SUPPLIED INFORMATION Block Start
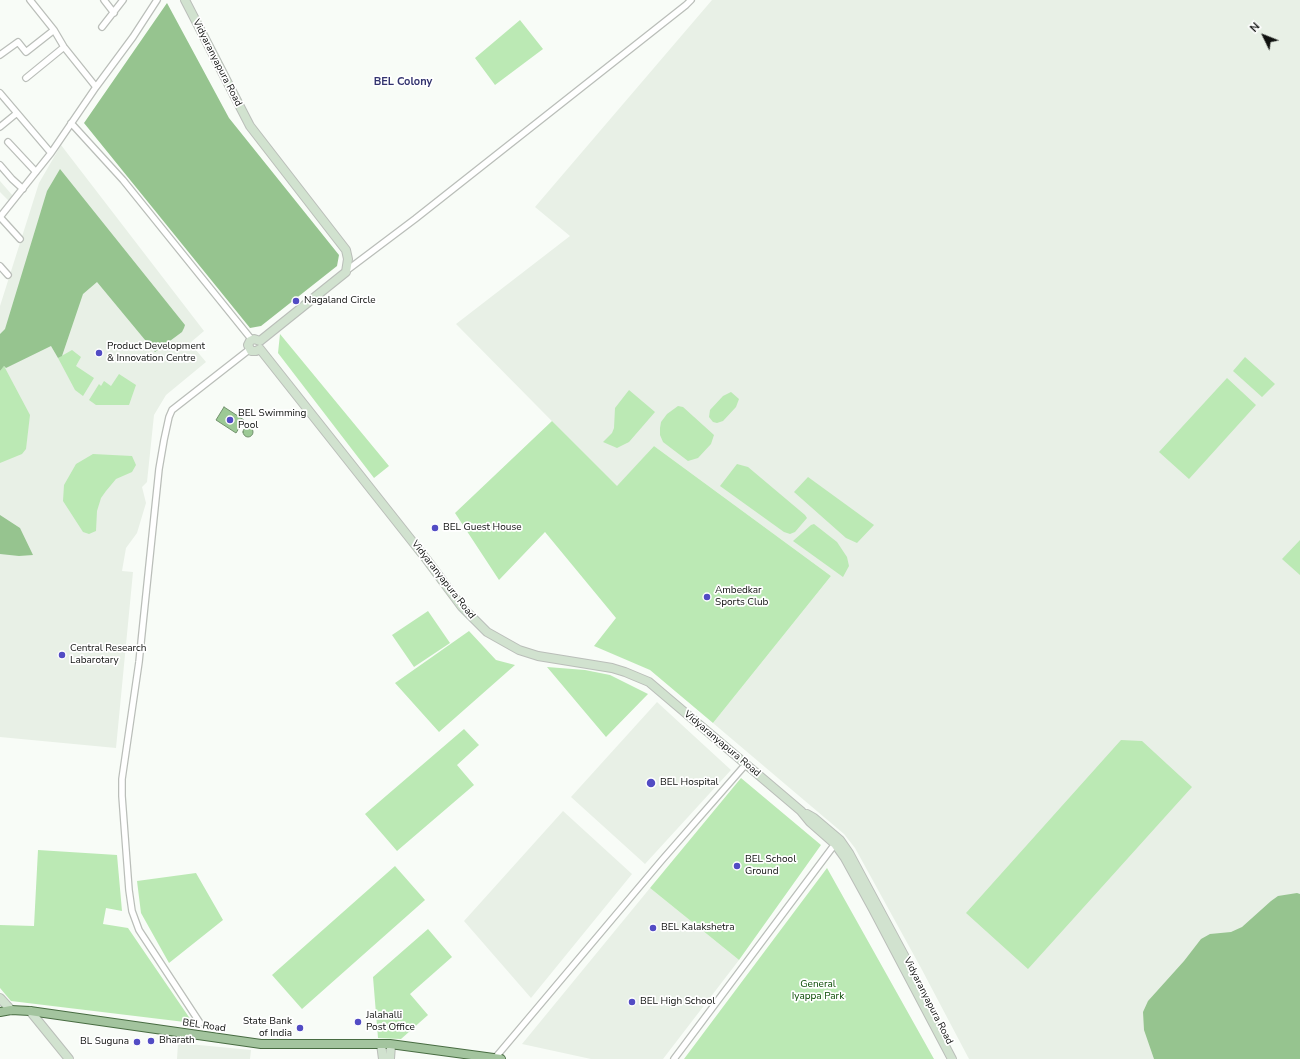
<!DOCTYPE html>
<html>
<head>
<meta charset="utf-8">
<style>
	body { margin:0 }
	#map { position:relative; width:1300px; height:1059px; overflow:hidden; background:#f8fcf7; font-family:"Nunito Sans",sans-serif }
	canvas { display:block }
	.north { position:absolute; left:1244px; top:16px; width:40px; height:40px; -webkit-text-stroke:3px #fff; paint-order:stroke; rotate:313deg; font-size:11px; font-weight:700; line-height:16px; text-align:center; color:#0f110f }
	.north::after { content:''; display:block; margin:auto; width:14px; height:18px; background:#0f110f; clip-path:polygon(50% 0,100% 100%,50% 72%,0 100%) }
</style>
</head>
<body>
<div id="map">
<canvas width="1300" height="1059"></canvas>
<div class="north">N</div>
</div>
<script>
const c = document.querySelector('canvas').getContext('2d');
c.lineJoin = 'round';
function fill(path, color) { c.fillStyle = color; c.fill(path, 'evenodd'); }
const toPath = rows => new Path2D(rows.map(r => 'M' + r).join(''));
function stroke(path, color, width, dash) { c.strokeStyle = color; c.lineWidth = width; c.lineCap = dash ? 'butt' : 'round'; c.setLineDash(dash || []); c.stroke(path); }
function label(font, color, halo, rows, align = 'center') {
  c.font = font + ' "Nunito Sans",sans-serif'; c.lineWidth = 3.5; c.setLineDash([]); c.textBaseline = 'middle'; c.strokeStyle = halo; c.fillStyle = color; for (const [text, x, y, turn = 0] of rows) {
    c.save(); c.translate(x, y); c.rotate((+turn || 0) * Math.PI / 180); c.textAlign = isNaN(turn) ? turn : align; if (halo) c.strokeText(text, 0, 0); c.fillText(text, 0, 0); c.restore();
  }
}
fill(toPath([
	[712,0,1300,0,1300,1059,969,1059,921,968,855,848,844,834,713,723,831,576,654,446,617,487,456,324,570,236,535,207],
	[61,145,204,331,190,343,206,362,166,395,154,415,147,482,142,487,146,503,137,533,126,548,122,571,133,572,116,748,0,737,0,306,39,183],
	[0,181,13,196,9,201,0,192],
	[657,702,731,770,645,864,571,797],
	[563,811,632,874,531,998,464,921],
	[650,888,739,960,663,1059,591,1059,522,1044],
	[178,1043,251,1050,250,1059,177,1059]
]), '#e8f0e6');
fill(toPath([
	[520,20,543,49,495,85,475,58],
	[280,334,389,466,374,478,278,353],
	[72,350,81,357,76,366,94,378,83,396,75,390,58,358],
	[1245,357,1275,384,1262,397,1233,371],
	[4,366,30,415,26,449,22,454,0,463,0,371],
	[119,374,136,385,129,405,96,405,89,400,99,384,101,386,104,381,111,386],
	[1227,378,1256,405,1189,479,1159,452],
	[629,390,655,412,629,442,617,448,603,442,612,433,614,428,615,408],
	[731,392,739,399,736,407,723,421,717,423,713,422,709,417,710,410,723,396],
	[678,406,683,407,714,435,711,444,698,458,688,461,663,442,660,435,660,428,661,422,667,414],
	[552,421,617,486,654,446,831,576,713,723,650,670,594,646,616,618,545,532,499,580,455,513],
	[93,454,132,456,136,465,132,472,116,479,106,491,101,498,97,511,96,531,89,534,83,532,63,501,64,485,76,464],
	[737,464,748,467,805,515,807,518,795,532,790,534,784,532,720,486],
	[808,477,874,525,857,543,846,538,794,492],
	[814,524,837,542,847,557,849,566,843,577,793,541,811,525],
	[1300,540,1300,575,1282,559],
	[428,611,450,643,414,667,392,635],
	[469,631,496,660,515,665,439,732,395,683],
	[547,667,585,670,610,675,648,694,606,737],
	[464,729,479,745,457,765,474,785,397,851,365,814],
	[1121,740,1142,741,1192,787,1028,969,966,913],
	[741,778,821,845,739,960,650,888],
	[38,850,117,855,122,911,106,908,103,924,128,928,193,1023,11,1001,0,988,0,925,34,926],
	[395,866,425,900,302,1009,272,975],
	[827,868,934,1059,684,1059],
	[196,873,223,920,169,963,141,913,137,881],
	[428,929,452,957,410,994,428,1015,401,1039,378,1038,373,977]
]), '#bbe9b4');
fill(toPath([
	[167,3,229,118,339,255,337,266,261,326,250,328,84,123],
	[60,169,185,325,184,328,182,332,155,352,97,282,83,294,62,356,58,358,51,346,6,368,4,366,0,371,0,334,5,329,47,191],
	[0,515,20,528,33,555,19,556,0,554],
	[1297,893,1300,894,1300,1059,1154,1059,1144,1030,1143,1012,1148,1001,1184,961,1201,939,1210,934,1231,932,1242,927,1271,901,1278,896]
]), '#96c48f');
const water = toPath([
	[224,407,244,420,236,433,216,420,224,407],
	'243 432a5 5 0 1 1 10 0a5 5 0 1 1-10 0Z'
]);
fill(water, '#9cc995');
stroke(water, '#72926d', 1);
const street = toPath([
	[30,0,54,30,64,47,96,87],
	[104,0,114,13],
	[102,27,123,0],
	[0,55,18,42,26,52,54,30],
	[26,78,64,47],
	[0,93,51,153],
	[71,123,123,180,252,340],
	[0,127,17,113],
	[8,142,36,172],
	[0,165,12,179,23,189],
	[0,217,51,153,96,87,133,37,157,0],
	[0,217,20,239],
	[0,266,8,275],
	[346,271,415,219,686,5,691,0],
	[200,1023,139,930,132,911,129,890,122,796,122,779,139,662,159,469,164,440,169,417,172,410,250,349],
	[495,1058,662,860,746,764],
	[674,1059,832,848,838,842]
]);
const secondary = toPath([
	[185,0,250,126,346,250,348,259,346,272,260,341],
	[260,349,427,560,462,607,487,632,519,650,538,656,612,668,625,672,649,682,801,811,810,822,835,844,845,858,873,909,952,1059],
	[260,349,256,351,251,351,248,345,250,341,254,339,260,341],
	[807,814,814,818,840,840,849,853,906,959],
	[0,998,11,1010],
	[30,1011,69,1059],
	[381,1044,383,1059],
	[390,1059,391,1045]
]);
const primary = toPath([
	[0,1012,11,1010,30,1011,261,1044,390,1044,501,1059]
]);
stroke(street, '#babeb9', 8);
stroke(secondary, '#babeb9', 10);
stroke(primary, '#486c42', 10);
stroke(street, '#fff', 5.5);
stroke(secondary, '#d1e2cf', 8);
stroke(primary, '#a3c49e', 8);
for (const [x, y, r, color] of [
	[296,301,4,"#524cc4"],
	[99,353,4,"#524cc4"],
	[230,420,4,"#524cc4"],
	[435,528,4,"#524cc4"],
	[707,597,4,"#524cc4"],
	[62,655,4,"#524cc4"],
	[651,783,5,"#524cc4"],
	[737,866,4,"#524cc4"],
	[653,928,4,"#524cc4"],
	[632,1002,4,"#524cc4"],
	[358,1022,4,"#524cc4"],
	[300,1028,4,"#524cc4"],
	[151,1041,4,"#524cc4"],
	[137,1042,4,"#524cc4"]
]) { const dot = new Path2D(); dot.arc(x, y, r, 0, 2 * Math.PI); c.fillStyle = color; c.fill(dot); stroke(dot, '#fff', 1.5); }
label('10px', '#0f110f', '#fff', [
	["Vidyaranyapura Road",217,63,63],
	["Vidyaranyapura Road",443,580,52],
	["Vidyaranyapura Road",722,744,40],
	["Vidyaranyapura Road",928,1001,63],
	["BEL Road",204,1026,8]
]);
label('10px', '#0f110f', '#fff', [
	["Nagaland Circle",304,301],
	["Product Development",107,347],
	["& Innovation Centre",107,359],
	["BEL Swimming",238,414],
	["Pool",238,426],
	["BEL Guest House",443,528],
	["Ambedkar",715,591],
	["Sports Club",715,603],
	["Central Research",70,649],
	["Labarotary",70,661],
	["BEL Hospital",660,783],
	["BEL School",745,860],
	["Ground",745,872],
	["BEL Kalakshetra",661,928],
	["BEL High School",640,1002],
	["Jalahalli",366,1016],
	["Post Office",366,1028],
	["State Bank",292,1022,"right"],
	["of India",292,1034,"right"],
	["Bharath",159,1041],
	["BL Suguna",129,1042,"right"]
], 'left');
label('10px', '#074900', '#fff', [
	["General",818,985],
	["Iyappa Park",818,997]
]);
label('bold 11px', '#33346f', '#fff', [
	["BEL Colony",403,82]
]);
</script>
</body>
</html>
SUPPLIED INFORMATION Block End
Each line holding the string "lineWidth" counts once. Work out the number of such lines in the data and give only that.

COMPLETED TASK –
2